A new-look defense and an already proven offense will be on display in today’s G-Day game.
The annual scrimmage usually closes the book on Georgia spring football, but not this year. The practices will spill into next week before wrapping up.
That’s unusual, but G-Day as usual will be a chance for young players to strut their stuff.
Don’t expect to see franchise-type players (like tailback Todd Gurley) getting a heavy workload.
No, G-Day is more about seeing if the hype from the practice fields will carry over between the hedges in Sanford Stadium when fans are in the stands.
Cornerback Damian Swann, defensive end Garrison Smith and inside linebacker Amarlo Herrera are the core that remains from a defense that was hit hard by the loss of NFL-bound seniors and three underclassmen departures, including Jarvis Jones and Alec Ogletree.
The defensive players are embracing the challenge.

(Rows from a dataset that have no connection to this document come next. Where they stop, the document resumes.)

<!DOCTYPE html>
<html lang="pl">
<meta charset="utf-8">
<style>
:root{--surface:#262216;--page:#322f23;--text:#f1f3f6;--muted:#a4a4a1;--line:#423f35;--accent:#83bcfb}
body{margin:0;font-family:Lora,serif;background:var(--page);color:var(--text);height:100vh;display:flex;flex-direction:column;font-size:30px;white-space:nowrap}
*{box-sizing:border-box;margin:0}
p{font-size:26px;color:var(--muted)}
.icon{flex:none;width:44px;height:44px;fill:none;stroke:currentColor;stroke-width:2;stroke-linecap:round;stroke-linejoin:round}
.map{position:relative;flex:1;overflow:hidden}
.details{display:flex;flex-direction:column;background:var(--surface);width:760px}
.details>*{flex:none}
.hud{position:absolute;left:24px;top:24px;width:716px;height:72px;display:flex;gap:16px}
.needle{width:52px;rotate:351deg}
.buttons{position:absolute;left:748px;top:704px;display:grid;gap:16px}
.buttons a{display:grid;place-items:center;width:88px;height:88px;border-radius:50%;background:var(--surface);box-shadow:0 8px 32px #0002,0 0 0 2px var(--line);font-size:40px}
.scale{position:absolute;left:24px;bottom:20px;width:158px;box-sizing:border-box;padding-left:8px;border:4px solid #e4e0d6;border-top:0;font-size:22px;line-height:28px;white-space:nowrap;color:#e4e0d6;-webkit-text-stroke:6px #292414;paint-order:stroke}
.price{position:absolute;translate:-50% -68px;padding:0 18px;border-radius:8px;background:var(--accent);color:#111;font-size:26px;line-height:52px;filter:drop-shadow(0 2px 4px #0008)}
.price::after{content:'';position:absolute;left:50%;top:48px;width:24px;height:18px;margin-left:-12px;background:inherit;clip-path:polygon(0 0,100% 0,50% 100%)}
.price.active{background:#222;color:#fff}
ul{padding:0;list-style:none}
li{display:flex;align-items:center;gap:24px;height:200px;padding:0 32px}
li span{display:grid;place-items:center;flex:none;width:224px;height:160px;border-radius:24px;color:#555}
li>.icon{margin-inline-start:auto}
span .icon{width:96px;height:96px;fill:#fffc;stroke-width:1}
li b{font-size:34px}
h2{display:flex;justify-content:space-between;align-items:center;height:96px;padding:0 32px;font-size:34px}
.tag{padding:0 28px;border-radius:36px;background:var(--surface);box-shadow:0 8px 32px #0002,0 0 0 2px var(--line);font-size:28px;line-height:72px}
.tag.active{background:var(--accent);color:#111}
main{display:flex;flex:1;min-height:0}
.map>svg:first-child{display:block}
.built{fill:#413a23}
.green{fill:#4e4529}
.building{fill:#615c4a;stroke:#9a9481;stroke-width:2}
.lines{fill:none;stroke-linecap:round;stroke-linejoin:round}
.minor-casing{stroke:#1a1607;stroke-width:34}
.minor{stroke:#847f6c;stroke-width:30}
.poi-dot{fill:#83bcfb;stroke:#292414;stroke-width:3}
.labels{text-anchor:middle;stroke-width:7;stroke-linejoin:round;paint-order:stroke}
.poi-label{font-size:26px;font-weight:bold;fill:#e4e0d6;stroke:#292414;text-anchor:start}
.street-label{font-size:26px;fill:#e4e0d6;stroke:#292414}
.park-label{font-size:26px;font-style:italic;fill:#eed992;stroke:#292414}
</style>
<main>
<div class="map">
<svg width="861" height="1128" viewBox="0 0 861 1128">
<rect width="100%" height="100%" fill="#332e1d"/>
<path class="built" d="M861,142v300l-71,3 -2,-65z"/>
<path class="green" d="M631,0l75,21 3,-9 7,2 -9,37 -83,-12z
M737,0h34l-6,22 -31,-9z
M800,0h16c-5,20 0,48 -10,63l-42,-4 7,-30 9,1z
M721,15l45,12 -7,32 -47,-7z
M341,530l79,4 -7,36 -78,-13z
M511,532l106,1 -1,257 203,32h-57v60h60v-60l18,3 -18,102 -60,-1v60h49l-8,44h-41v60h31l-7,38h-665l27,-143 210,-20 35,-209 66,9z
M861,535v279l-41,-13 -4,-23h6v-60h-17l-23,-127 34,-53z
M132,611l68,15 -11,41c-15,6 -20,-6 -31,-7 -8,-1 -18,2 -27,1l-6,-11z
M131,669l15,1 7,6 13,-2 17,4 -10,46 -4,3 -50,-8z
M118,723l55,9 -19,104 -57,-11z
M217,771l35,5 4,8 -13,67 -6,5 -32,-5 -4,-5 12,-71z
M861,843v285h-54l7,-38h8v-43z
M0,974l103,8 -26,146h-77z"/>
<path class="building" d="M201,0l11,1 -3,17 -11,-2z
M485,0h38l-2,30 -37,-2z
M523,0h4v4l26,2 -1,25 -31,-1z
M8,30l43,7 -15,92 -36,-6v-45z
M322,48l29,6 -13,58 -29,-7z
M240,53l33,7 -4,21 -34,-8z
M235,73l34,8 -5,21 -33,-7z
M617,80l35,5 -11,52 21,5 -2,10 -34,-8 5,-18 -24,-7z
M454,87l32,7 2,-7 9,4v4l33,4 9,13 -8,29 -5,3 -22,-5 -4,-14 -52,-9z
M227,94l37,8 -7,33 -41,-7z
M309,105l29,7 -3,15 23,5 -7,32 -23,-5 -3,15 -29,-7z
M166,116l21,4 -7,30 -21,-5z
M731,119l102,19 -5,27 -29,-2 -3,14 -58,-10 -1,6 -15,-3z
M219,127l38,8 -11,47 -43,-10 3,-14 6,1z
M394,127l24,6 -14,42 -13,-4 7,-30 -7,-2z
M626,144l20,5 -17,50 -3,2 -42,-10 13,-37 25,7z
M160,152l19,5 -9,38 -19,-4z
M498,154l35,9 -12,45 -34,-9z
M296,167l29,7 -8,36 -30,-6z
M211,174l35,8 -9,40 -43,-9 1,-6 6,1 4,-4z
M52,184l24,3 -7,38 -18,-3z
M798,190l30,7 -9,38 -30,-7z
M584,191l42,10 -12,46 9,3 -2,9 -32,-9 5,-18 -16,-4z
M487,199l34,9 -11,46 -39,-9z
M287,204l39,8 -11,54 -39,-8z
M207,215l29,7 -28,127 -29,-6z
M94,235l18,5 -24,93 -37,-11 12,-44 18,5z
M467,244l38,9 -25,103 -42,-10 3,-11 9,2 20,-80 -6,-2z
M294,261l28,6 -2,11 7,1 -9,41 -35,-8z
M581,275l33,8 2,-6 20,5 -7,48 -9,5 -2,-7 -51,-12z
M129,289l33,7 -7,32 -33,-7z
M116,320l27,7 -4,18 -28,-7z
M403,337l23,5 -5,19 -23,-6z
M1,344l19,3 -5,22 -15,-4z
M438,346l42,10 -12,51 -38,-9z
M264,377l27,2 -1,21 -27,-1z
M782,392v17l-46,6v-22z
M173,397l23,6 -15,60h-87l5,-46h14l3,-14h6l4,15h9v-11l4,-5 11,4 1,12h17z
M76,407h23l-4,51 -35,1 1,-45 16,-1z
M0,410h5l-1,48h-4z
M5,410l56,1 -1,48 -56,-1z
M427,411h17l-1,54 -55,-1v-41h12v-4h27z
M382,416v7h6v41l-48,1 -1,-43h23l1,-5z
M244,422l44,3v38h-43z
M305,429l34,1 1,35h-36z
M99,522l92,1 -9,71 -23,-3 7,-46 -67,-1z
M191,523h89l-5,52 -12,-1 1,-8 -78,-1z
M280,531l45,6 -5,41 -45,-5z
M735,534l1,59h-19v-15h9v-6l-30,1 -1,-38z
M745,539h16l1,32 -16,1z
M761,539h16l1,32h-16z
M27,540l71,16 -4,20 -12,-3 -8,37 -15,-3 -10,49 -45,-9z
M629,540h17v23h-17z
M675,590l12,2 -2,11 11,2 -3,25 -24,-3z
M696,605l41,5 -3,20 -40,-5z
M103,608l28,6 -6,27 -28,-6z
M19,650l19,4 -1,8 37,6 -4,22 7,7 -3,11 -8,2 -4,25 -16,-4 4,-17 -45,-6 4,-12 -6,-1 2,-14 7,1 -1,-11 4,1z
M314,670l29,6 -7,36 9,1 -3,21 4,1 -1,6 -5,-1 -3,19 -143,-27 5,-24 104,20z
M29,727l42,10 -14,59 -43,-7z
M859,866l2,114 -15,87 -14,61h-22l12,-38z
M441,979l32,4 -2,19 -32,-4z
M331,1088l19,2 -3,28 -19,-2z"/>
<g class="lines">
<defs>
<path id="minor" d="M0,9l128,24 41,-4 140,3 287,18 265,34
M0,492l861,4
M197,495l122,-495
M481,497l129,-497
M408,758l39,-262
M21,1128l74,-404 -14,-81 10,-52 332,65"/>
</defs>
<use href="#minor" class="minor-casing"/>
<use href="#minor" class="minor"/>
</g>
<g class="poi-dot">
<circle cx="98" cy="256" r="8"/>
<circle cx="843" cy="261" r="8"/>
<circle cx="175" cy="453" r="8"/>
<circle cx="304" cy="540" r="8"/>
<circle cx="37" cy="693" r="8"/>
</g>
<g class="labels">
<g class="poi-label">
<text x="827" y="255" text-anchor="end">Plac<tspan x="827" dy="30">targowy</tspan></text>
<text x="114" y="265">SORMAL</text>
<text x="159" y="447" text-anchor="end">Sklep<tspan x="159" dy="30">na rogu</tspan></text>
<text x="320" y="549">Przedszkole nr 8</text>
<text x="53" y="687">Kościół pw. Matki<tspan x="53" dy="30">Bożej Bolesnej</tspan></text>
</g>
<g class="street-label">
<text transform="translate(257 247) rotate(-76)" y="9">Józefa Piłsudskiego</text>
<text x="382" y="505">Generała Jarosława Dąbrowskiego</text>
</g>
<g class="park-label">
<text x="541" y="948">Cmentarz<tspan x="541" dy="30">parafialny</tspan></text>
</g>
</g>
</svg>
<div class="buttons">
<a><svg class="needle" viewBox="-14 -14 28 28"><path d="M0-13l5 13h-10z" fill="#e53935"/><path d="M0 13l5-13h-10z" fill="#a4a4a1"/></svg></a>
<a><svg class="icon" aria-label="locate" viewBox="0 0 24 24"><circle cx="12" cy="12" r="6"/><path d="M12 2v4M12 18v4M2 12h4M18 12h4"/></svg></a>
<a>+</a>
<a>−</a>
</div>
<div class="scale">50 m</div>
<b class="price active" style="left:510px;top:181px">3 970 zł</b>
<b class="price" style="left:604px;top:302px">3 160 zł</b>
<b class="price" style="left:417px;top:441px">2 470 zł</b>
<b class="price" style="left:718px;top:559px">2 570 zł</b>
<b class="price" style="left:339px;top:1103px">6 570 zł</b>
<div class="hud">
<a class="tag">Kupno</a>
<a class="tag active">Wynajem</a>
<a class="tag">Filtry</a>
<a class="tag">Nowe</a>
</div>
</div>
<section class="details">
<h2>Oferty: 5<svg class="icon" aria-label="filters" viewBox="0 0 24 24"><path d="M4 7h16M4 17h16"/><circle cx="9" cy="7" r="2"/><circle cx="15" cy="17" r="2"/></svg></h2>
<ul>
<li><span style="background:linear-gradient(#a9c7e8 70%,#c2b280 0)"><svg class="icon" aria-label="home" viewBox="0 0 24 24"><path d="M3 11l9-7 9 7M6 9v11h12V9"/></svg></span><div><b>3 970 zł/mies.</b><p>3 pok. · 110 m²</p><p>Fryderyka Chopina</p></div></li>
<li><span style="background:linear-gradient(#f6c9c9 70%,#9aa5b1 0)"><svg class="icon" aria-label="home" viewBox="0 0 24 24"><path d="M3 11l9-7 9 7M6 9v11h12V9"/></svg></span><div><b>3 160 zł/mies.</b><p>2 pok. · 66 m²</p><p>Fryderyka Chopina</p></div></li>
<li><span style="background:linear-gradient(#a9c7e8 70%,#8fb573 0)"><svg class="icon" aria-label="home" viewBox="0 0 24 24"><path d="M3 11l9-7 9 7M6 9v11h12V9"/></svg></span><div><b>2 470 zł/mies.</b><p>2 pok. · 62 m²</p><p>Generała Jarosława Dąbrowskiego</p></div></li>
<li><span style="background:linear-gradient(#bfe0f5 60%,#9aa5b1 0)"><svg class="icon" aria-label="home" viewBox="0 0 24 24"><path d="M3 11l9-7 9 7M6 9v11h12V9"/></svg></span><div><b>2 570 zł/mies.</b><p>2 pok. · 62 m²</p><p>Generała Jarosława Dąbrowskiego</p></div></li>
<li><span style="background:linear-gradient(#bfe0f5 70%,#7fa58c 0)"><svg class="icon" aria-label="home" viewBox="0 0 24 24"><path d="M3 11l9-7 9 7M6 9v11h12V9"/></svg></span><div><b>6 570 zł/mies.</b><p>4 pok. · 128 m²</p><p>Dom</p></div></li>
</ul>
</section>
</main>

“It’s just a year to rebuild, but it’s not a year to take a step back,” said sophomore cornerback Sheldon Dawson, who is nursing a pulled hamstring and not expected to play today. “We’re not taking any of these days for granted. … We know we’ve got a target on our back, but we also know that we’re young. That doesn’t stop us. That makes us hungry and aggressive.”
Said Gurley: “You’ll see guys hustling out there and giving it their all, which they’ve been doing all spring. You’ll be surprised by what you see from the defense on Saturday.”
Outside linebacker Jordan Jenkins is in line to replace Jones as the top pass-rusher, and several players have stepped up and seem to be on the verge of solidifying starting jobs.
Junior Ramik Wilson, who has worked at both outside and inside linebacker before this spring, is establishing himself alongside Herrera.
“I’d be thrilled if Ramik could continue to improve like he has,” Georgia coach Mark Richt said. “I think he’s comfortable in there. I think that’s more of a natural position for him. Hopefully he’ll keep coming on.”
The rebuilding of the defense began in January, Jenkins said, with extra time in the film room and newcomers absorbing the playbooks.
“They’re playing with a lot of intensity, playing with passion,” back-up quarterback Hutson Mason said. “They know what they’re doing. There’s a lot of smart guys over there that know the system, that have been in the system for a while.”
The defense also has several early enrollees learning and trying to establish spots on the depth chart.
Tray Matthews had just about nailed down the starting free safety spot even with three spring practices to go. Reggie Carter and Ryne Rankin have added depth at inside linebacker.
“We probably wouldn’t be able to do half the stuff we’re doing if we didn’t have those guys here right now,” defensive coordinator Todd Grantham said. “Those guys, they’re not going to be freshmen after this spring practice is over. They’re guys I see contributing somehow, some way, whether it be special teams, depth-chart rotational guys or even starting.”
It didn’t take long for Richt to notice early this spring how the defense wasn’t as big after the losses of mammoth nose guards John Jenkins and Kwame Geathers, but the group is athletic. Wilson and other players have said the defense is faster and has something to prove.
“I definitely didn’t think some of the younger guys would be playing with that much enthusiasm,” Jenkins said. “Tray’s playing like he’s been here for about two or three years. He’s talking mess and trying to fire up the guys. He’s been coming down making some pretty good plays. … Nobody’s going to take a play off because they’ve got somebody right behind them to get after it.”
Added Dawson: “It’s great competition. I believe that’s the best thing for building a team and building a good winning team when you have guys competing at this college level. It’s going to show that somebody’s hungry and that we really want it.”
With 10 returning starters on offense, roles are more established, but there are still players carving out roles.
John Theus is getting a crack at left offensive tackle after starting at right tackle as a freshman.
Freshman J.J. Green has added depth at tailback behind Gurley and Keith Marshall.
“He’s played extremely well despite his size,” receiver Chris Conley said of the 5-foot-9, 186-pound Camden County product. “That guy is a ballplayer and a playmaker.”
Staring offensive guard Chris Burnette (torn labrum), receivers Michael Bennett (torn ACL) and Malcolm Mitchell (meniscus) are expected back this summer, but others have worked on improving their games, including quarterback Aaron Murray. Murray spent spring break working with quarterback guru George Whitfield in Oklahoma.
“Right now in the spring, it’s a time to learn and a time for the older guys to get better at the little things,” Conley said. “We’re not super ahead of where we were, but we’re not in a bad place right now. We’ve got to keep working, and if we keep working, I think we’ll be where we want to be come the first game.”